HALF MOON RUN REVEAL NEW SINGLE “HOW COME MY BODY” + NOMINATED FOR JUNO AWARD
Earlier this month, Half Moon Run received a Juno award nomination for Group of the Year. Today, they share the release of their latest single “How Come My Body” out now on Glassnote Records. A decade after their debut, the Canadian kings of indie rock are in the midst of their most profound evolution yet.
“How Come My Body” is an exhibition of soft melodic vocal layers and masterful slow built percussion, together crafting a tranquil dream-like soundscape.
LISTEN TO "HOW COME MY BODY" HERE
About the track, band member Devon Portielje shares, “I remember feeling confused and uncomfortable as a 20 year old, and I find myself feeling sympathy for that younger version of myself now. I also feel sympathy and concern for people living through that metamorphosis between adolescence and adulthood in the modern world.”
Half Moon Run forged a singular sound in their formative years that looked beyond Montreal’s past and future toward the realm of the timeless. Theirs is a sound that inspires all sorts of colorful, contradictory descriptors—folk music for the modern dark age, art rock for harmony-pop enthusiasts, rustic indie anthems for neoclassical heads—but no matter what you call it, the physical and emotional responses among listeners is always the same: heartbeats accelerate, goosebumps rise, eye sockets well up.

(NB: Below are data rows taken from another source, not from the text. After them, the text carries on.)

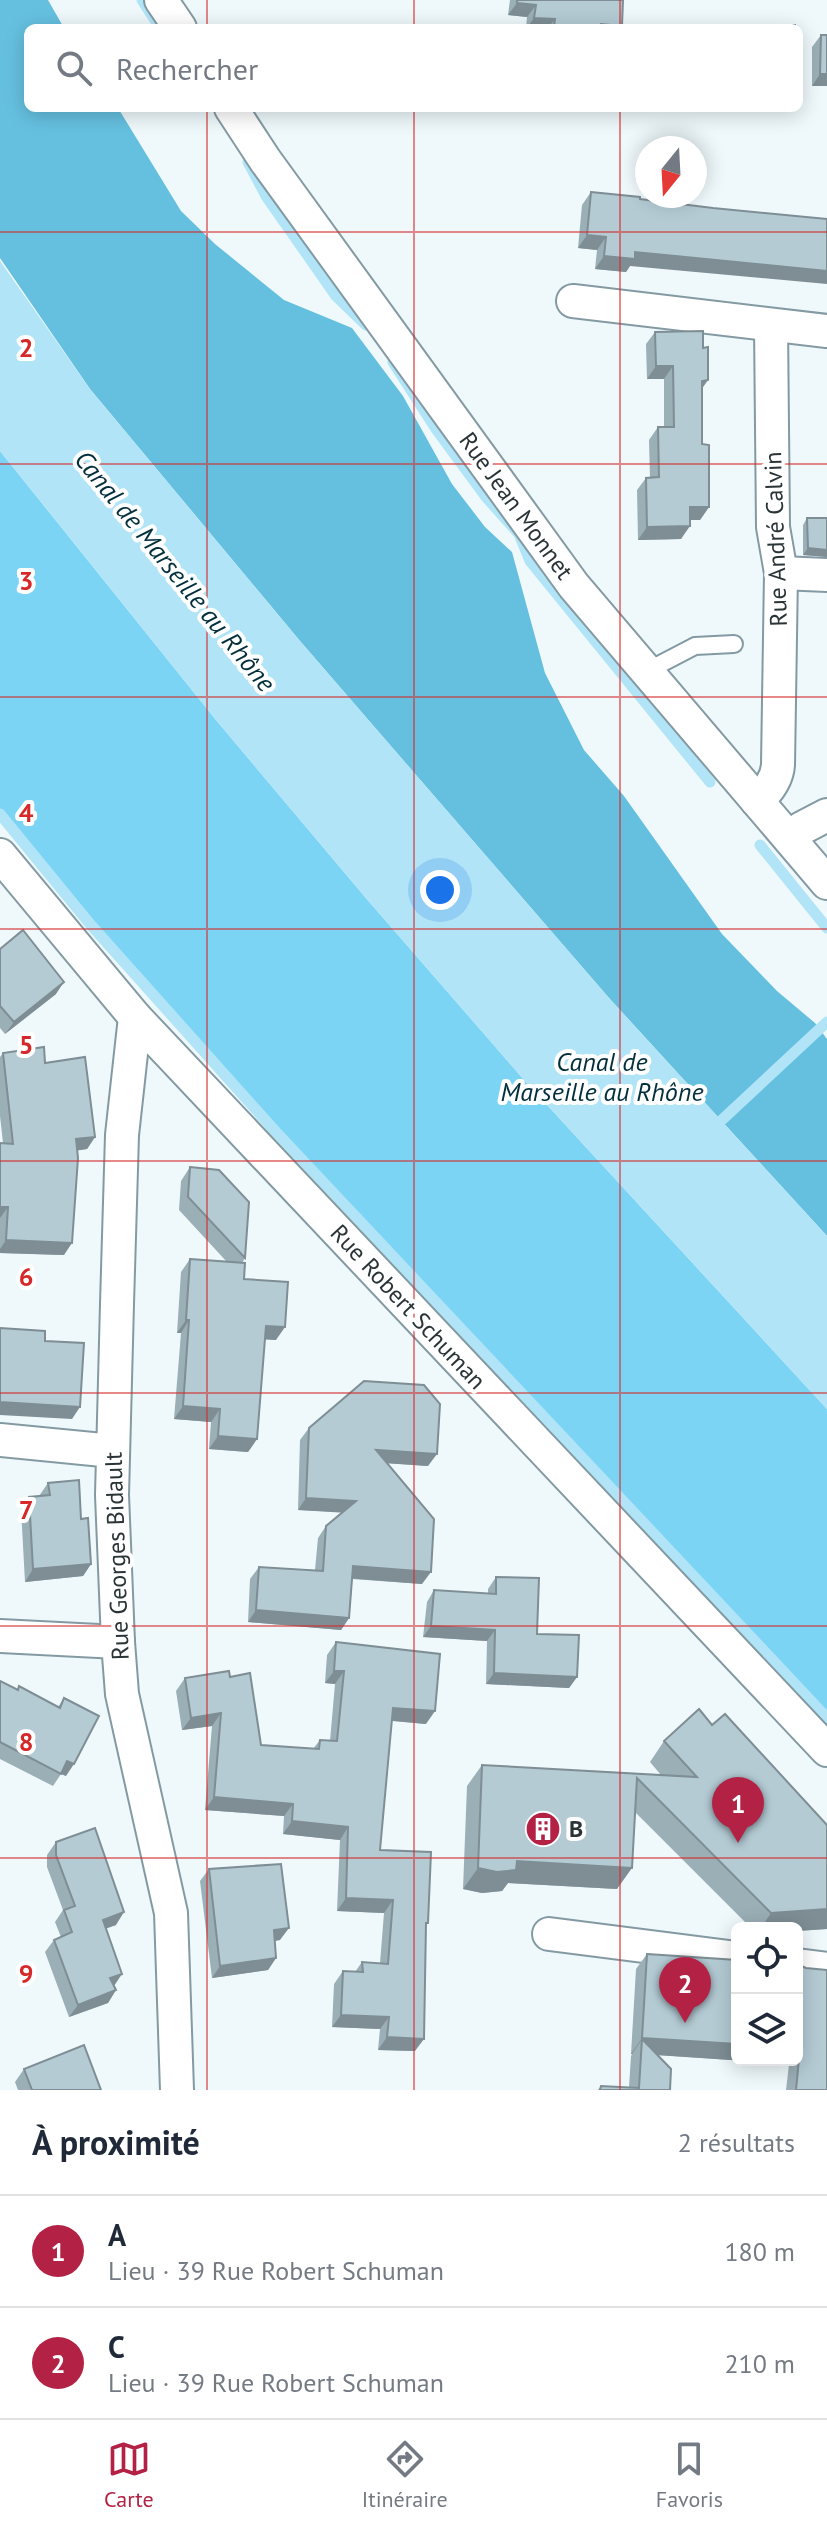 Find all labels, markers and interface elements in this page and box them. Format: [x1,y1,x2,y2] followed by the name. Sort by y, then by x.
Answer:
[24,24,803,112] search box
[52,46,96,90] icon: search
[116,49,258,88] text: Rechercher
[635,136,707,208] north arrow
[19,331,33,364] text: 2
[453,426,580,585] street label: Rue Jean Monnet
[68,443,283,698] water label: Canal de Marseille au Rhône
[757,451,794,627] street label: Rue André Calvin
[19,564,33,597] text: 3
[19,796,34,829] text: 4
[420,870,460,910] your location
[19,1028,33,1061] text: 5
[501,1045,703,1108] water label: Canal de Marseille au Rhône
[324,1218,493,1396] street label: Rue Robert Schuman
[19,1260,33,1293] text: 6
[97,1451,136,1661] street label: Rue Georges Bidault
[19,1493,33,1526] text: 7
[19,1725,33,1758] text: 8
[712,1777,764,1843] pin: 1
[524,1810,562,1848] building icon: B
[569,1813,583,1844] place label: B
[731,1922,803,2066] map controls
[731,1922,803,1994] button: locate
[19,1957,33,1990] text: 9
[659,1957,711,2023] pin: 2
[731,1994,803,2066] button: layers
[32,2120,200,2164] text: À proximité
[678,2126,795,2159] text: 2 résultats
[108,2215,126,2254] text: A
[51,2235,65,2268] text: 1
[724,2235,795,2268] text: 180 m
[108,2254,444,2287] text: Lieu · 39 Rue Robert Schuman
[108,2327,125,2366] text: C
[51,2347,65,2380] text: 2
[724,2347,795,2380] text: 210 m
[108,2366,444,2399] text: Lieu · 39 Rue Robert Schuman
[104,2437,154,2513] tab: Carte
[362,2437,448,2513] tab: Itinéraire
[656,2437,723,2513] tab: Favoris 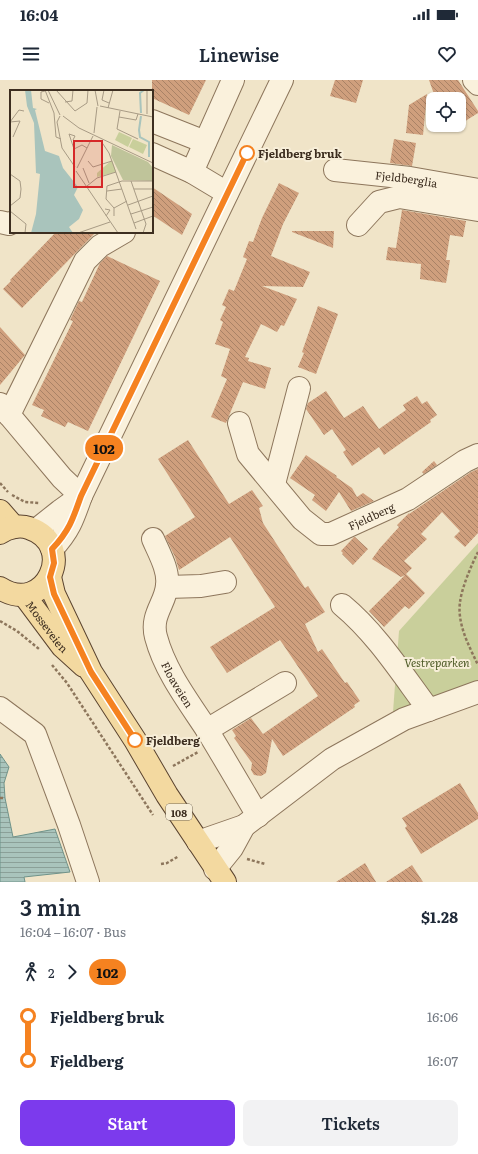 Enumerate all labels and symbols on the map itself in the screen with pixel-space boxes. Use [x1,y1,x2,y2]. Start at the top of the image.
inset map [10,90,153,233]
marker: Fjeldberg bruk [239,145,255,161]
place label: Fjeldberg bruk [258,145,343,161]
street label: Fjeldberglia [375,166,439,191]
line badge: 102 [81,435,127,461]
street label: Fjeldberg [345,498,398,533]
street label: Mosseveien [23,597,72,656]
park label: Vestreparken [404,654,470,670]
street label: Floaveien [158,659,198,710]
marker: Fjeldberg [127,732,143,748]
place label: Fjeldberg [146,732,200,748]
road number: 108 [166,804,192,820] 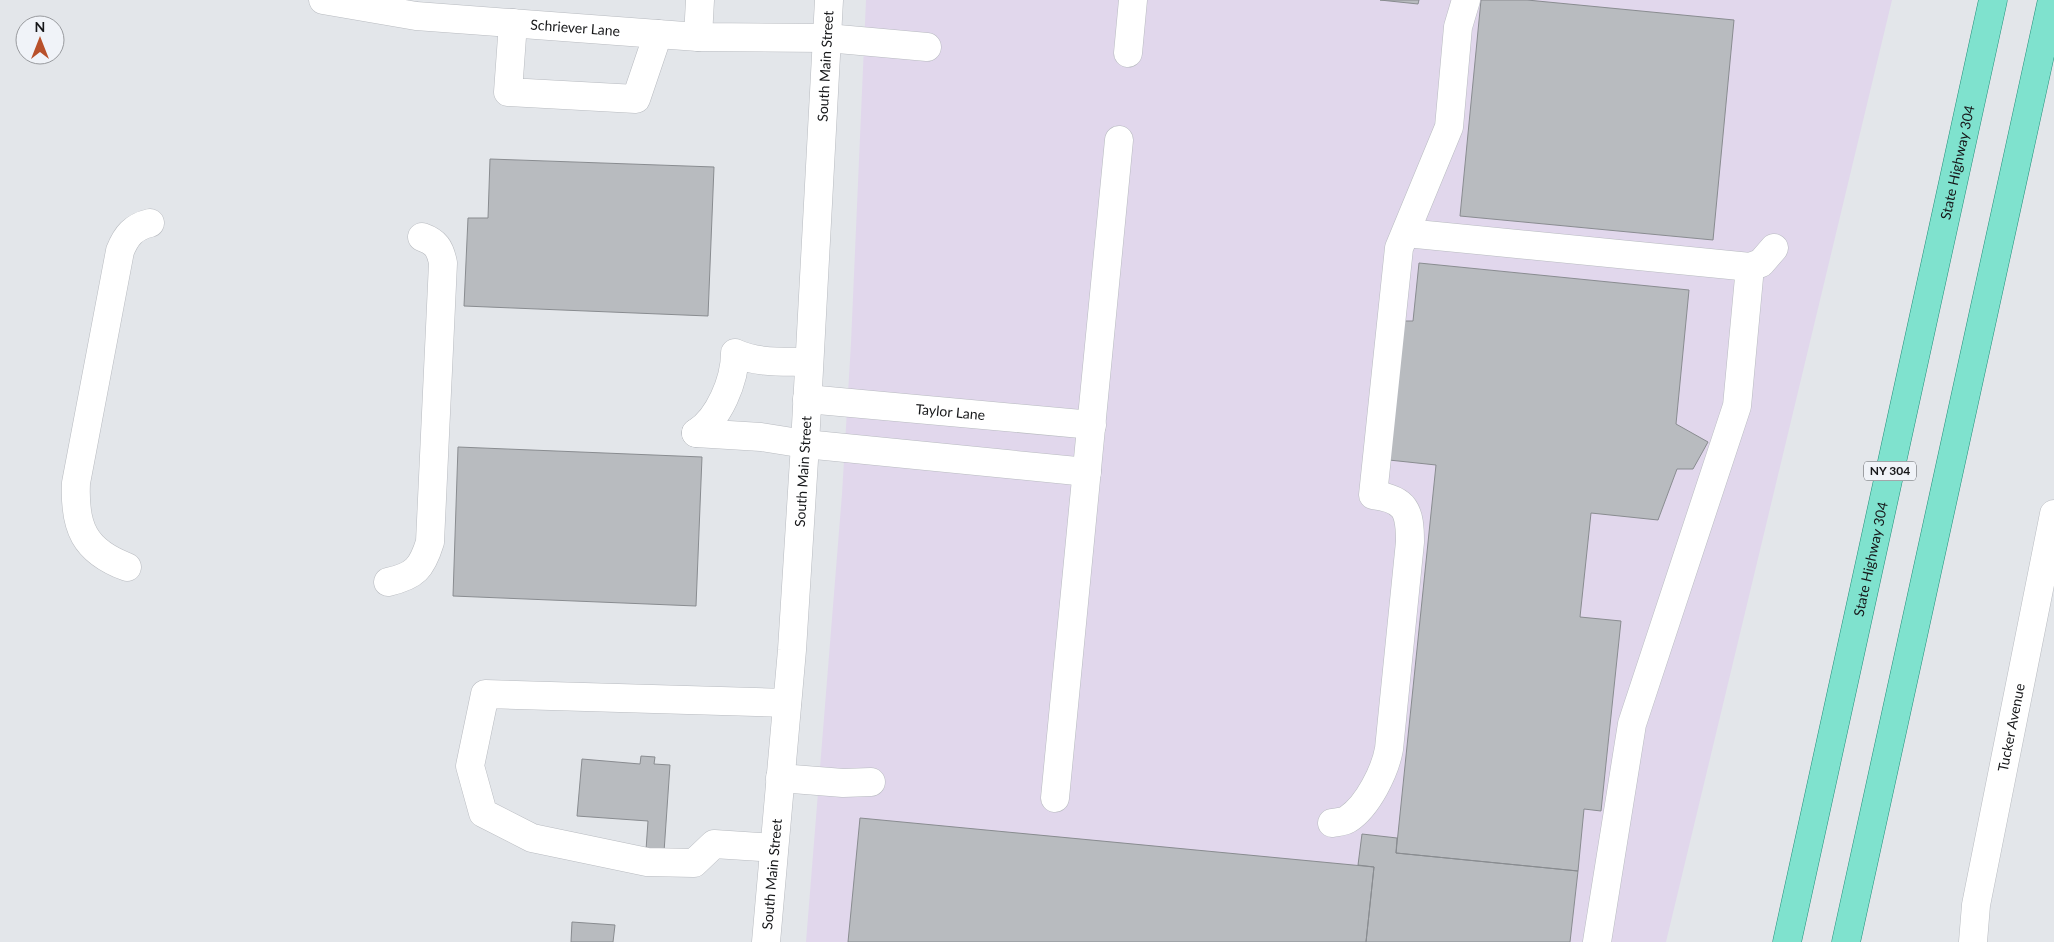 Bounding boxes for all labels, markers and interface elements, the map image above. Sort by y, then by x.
street label: South Main Street [813,10,836,122]
north arrow [15,15,65,65]
street label: Schriever Lane [530,16,621,39]
text: N [35,18,45,35]
street label: State Highway 304 [1936,103,1978,221]
street label: Taylor Lane [915,400,986,423]
street label: South Main Street [791,416,815,528]
road number: NY 304 [1864,462,1916,481]
street label: State Highway 304 [1849,500,1891,618]
street label: Tucker Avenue [1994,682,2028,773]
street label: South Main Street [758,818,785,930]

From the moment Half Moon Run dropped their 2012 debut album, “Dark Eyes”, on Indica Records, they no longer belonged to Montreal, but to the world at large. As the album’s pulse-quickening lead single, “Full Circle,” galloped up the alternative charts in Canada, a U.S. deal with Glassnote Records landed them in the upper reaches of Billboard’s Heatseekers list, while steady BBC airplay lured the group overseas and into the welcoming embrace of Mumford and Sons’ Ben Lovett, who signed Half Moon Runto his Communion label in the UK. But as the international tour offers came rolling in (including opening slots for the Mumfords and Sons and Of Monsters and Men), the trio soon realized they would need to shore up their ranks to fully realise their widescreened sound in a live setting.
Half Moon Run’s meticulous ethic has consistently worked to their advantage, as the group has continued to expand its reach with each release while its sound has blossomed in unexpected ways. Embracing both the surface sheen of ’80s yacht-rock and the intricate song structures of prog rock, “A Blemish in the Great Light” was Half Moon Run’s highest charting release in Canada to date (debuting at No. 3) and landed them their first Juno Award for Adult Alternative Album of the Year.
Finding great success as touring artists, the four piece note the trouble in life on the road interrupting the schedule and mental flow of producing new material. But once a band hits a new creative peak, they’re inevitably faced with a nagging question: Where do we go from here? Even before the COVID-19 pandemic took everyone’s show off the road in 2020, Half Moon Run were already bracing for some internal upheaval on the horizon.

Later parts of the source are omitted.